ESG round-up: HSBC AM pledges to transition away from thermal coal by 2040

The latest developments in sustainable finance: JPMorgan and Wells Fargo due to leave SFOF, UN chief calls for tax on polluters.

HSBC Asset Management has announced a new policy to phase out thermal coal from its investments. The asset manager has committed to working with companies to support the transition across EU and OECD markets by 2030 and globally by 2040. Firms that do not show evidence of plans to move away from the industry within the planned timeframe could see divestment. This latest development contributes to HSBC AM’s commitment to the Net Zero Asset Managers’ Initiative.

JPMorgan CEO Jamie Dimon and Wells Fargo CEO Charles Swarf have said that they will “probably” cancel their State Financial Officers Foundation (SFOF) membership after Illinois congressman Sean Casten informed them that the organisation “is spreading disinformation and blocking the capital sector from freely allocating capital”. Both CEOs said they were unaware their firm was funding SFOF but that they would halt their support if Casten’s accusations are true. In June, Responsible Investor revealed the involvement of leading financial institutions with the group, which has emerged as one of the drivers of the anti-ESG movement in the US.

UN Secretary-General António Guterres called for a windfall tax on fossil fuel companies in an urgent appeal to the General Assembly on Tuesday. He said: “Our world is addicted to fossil fuels. It’s time for an intervention. We need to hold fossil fuel companies and their enablers to account. That includes the banks, private equity, asset managers and other financial institutions that continue to invest and underwrite carbon pollution.” He added that the money raised should be used to support society’s poorest and most vulnerable groups, which are being impacted the most by the effects of climate change.

The Japanese Ministry of Economy, Trade and Industry (METI) has released due diligence guidelines on human rights in responsible supply chains following the closure of a three-week consultation period. The government has officially adopted the guidelines and METI will actively publicise the initiative and ensure the progress of respect for human rights in Japanese businesses.

New York City comptroller Brad Lander and mayor Eric Adams have announced plans for the city’s first sale of social bonds. An inaugural deal is scheduled for October and will raise around $400 million, which will support more than 3,000 units of affordable and safe housing.

A climate data steering committee launched by French president Emmanuel Macron and former New York mayor Michael Bloomberg has recommended developments including company and financial institution-level data for direct emissions, transparent reports on net-zero targets and openly accessible statistical classification information.
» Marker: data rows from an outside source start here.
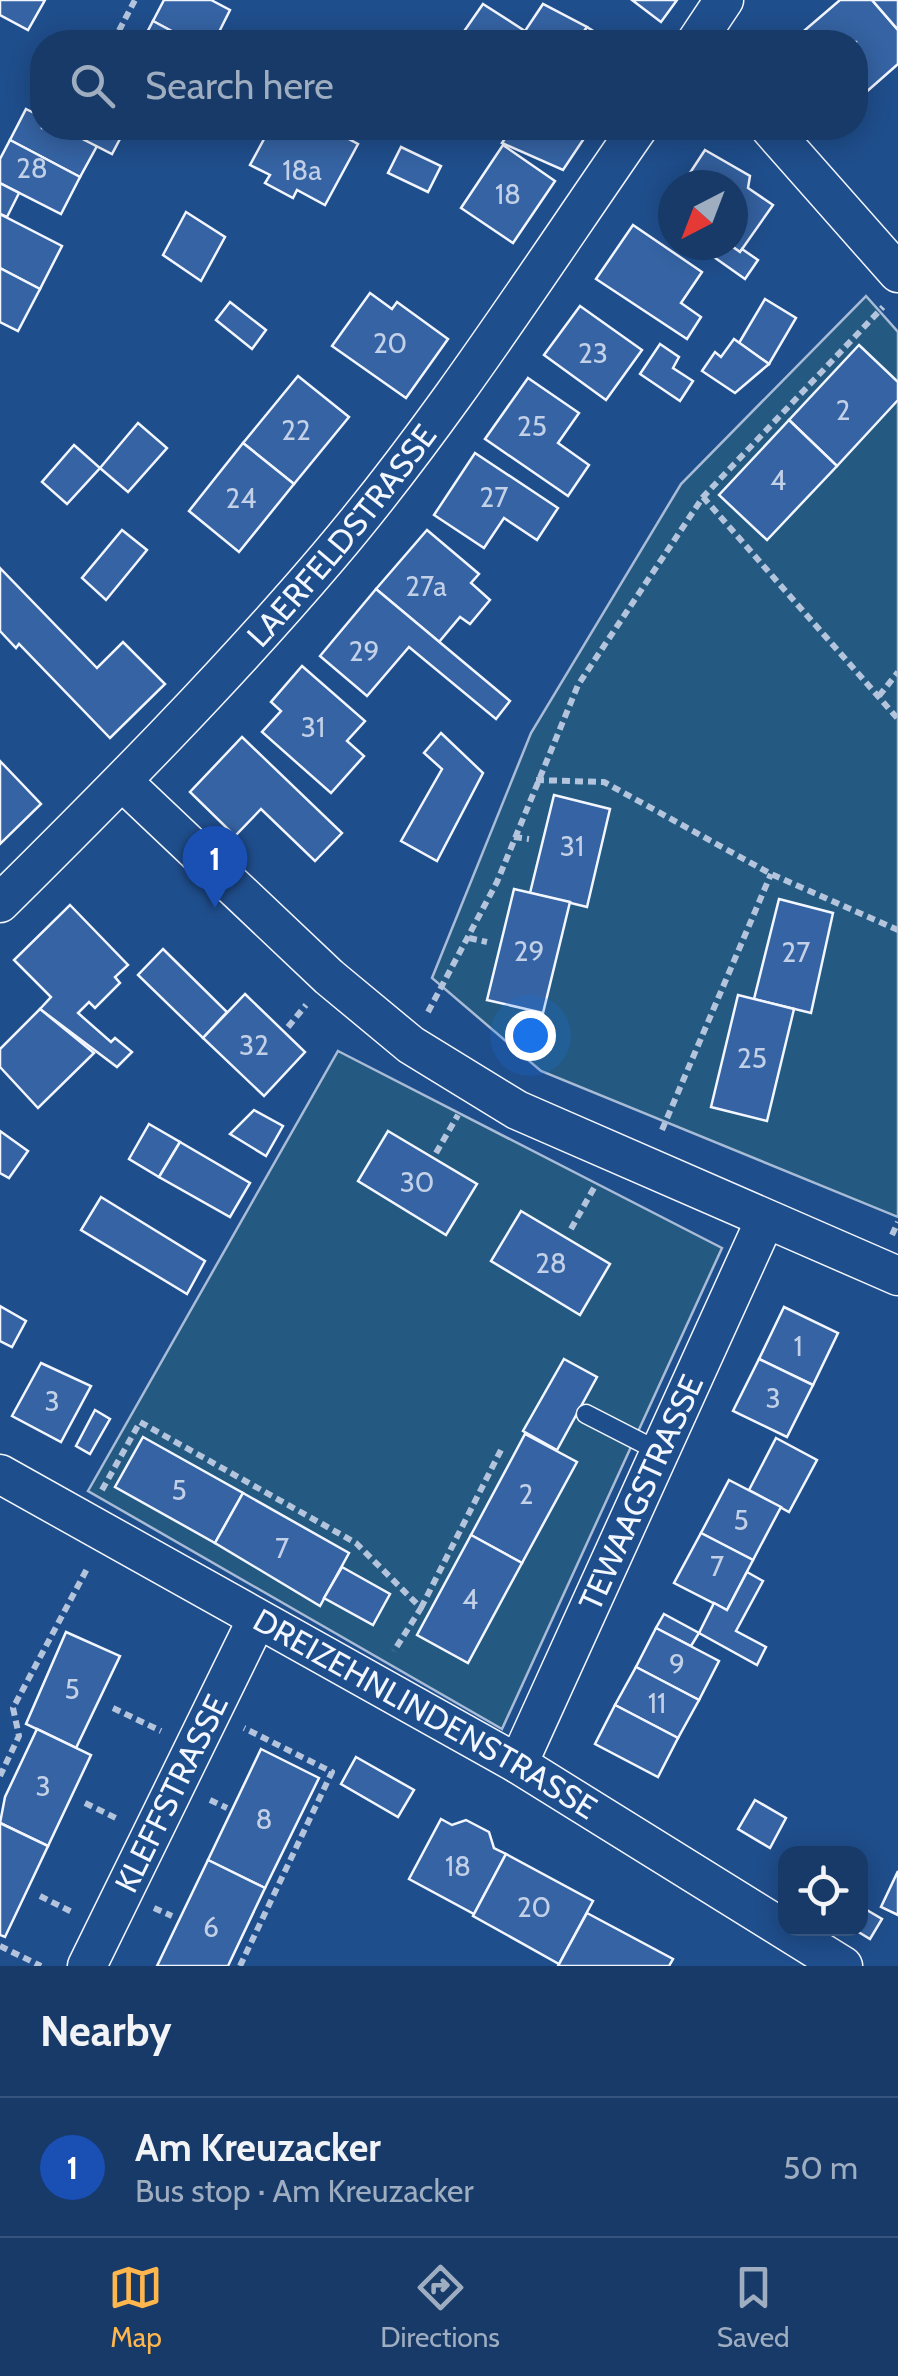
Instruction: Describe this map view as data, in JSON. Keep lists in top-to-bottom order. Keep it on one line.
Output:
{"streets":{"street":["LAERFELDSTRASSE","TEWAAGSTRASSE","DREIZEHNLINDENSTRASSE","KLEFFSTRASSE"]},"crossings":[["TEWAAGSTRASSE","DREIZEHNLINDENSTRASSE"],["DREIZEHNLINDENSTRASSE","KLEFFSTRASSE"]],"house_numbers":["28","18a","18","20","23","2","25","22","4","27","24","27a","29","31","31","29","27","32","25","30","28","1","3","3","5","2","5","7","7","4","9","5","11","3","8","18","20","6"],"north":"bottom left","page":{"search":"Search here","pins":"1","heading":"Nearby","list":[{"mark":"1","name":"Am Kreuzacker","note":"Bus stop · Am Kreuzacker","value":"50 m"}],"nav":["Map","Directions","Saved"]}}
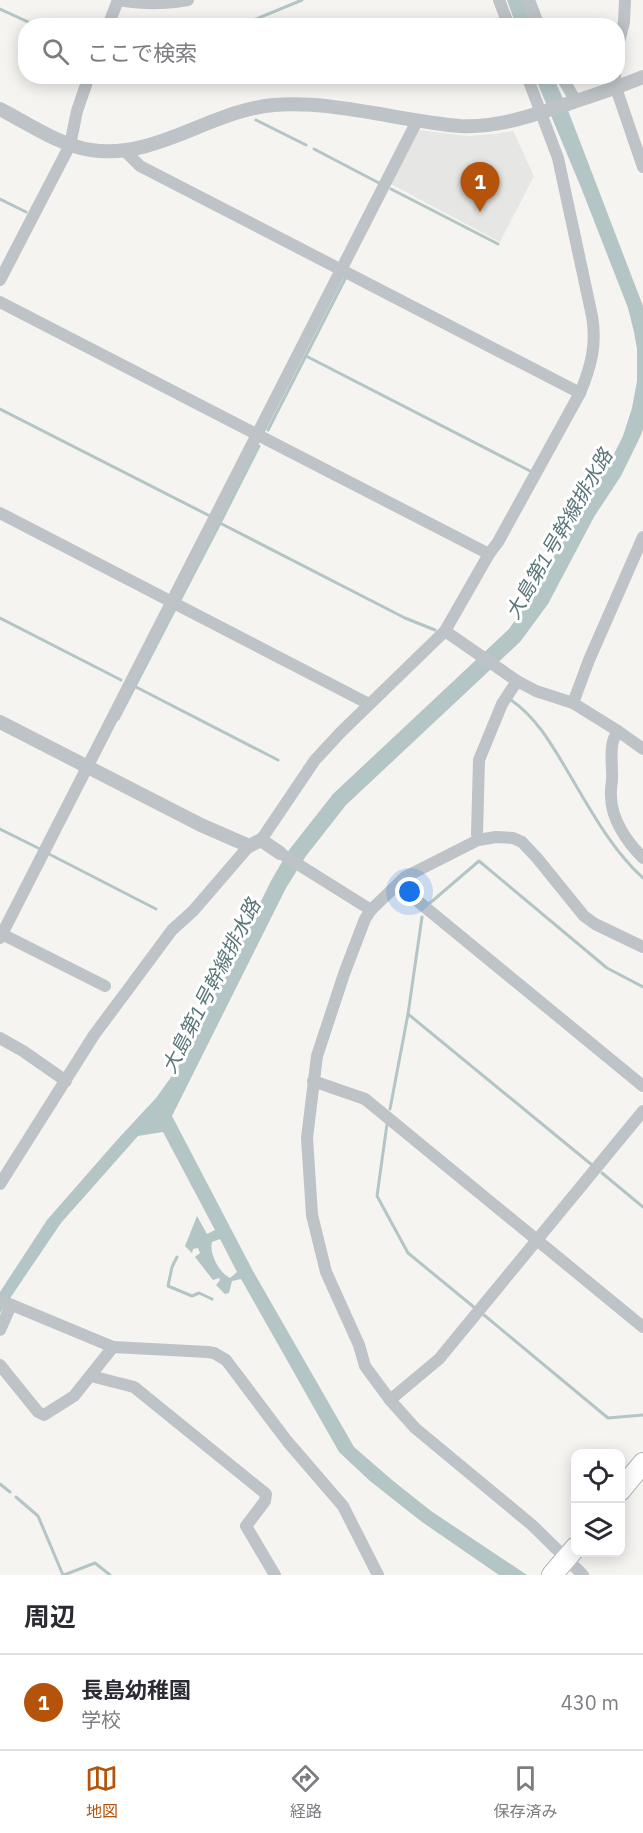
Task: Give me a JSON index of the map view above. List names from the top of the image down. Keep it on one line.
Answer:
{"water":["大島第1号幹線排水路"],"page":{"search":"ここで検索","pins":"1","heading":"周辺","list":[{"mark":"1","name":"長島幼稚園","note":"学校","value":"430 m"}],"nav":["地図","経路","保存済み"]}}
Announced in June, the initiative aims to advise on the creation of an open-data public platform that will collect, aggregate and standardise net-zero climate transition data based on private sector climate commitments. A public consultation on the design of the platform is underway and will end on 20 October. Other ongoing initiatives in the area include OS-Climate and the upcoming European Single Access Point.

The Nature Conservancy (TNC) has announced its third global debt conversion in Barbados. The deal, which is led by Credit Suisse and CIBC FirstCaribbean, will unlock around $50 million for environmental and sustainable development projects, and forms part of TNC’s blue bonds for ocean conservation strategy. The transaction is also aligned with the 30×30 campaign, which seeks to safeguard 30 percent of the world’s ocean, lands and freshwater by 2030.

RMI’s Centre for Climate-Aligned Finance is due to launch the Sustainable Steel Principles (SSP) at Climate Week NYC on Friday. The SSP’s founding signatories will outline the first climate-aligned finance agreement for lenders to the global steel sector. The initiative was launched in May 2021 by Citi, Goldman Sachs, ING, Société Générale, Standard Chartered and UniCredit.

A new report from the Taskforce on Nature Markets has found that the biodiversity industry is currently valued at $7 trillion, which is equivalent to 8.6 percent of global GDP, and that more than half of the total value is from agricultural production.

As You Sow, a shareholder advocacy non-profit, has published a report with findings on increasing shareholder ESG advocacy. Of the 196 engagements put forward, 99 were escalated, with 79 shareholders filing resolutions and around two-thirds of cases being successfully withdrawn. Shareholders voted on 32 proposals, and a record 10 majority votes and 41.1 percent median support were recorded. Of the 15 resolutions challenged at the SEC, only one was omitted by the regulator. The engagements addressed issues including climate change, DEI, racial justice, plastics, political spending, biodiversity, corporate misalignment with investing, and governance.